Aideu Nilambar Handique (1915 – 17 December 2002) was the first film actress of Assamese cinema. She starred in the film Joymoti (1935) directed by Jyoti Prasad Agarwala.

==Personal life==
Aideu Handique was born on 1915 in Betioni Handique Gaon, Golaghat, Assam to Nilambar Handique and Malakhi Handique in an Assamese family. She remained unmarried because she referred to the co-actor assuming the role of her character's husband as Bongohordeo (Assamese for husband) in the film.

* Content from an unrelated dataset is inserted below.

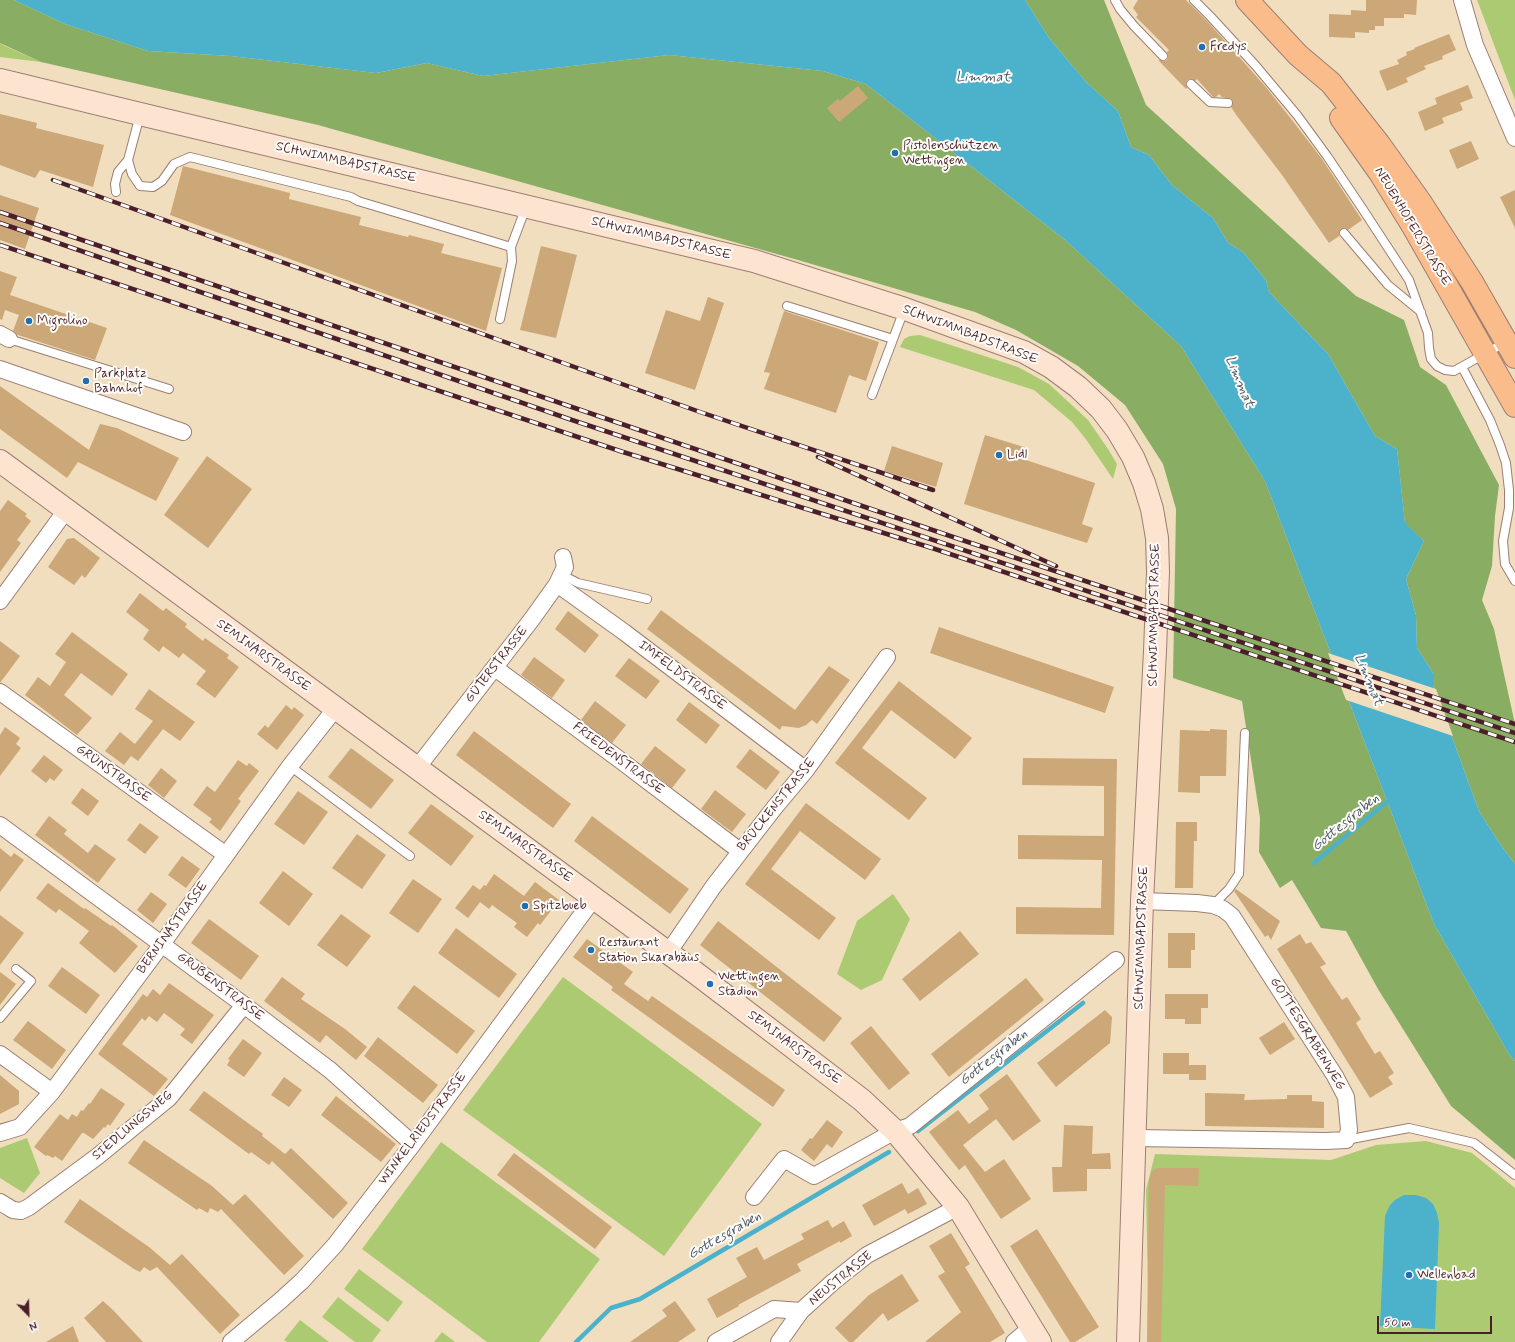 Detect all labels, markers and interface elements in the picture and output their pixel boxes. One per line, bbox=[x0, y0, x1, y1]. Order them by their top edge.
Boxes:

Unfortunately, the general public perceived Handique as having violated a cultural taboo and she was, consequently, shunned by neighbors and would sink into solitude and obscurity.

== Recognition ==
She never acted after Joymoti again except for a minuscule role in the film Ganga Siloni and a guest appearance in a film made on her life. In 1985, when Assam celebrated the golden jubilee of the state's cinema, her role was acknowledged. The East Indian Motion Picture Association had gifted Aideu a wheelchair. The Assam Government, much later, gave her Rs.1,500 a month as pension. It also recommended her name for Padmashri, but was denied the award because she had done only one film. In 1991, a girls' school was named after her in her village.

An Assamese film Aideu (Behind the Screen) was made on Aideu Handique tragic life and times of the first Assamese film actress by Arup Manna which was released in Mumbai International Film Festival on 8 February 2007.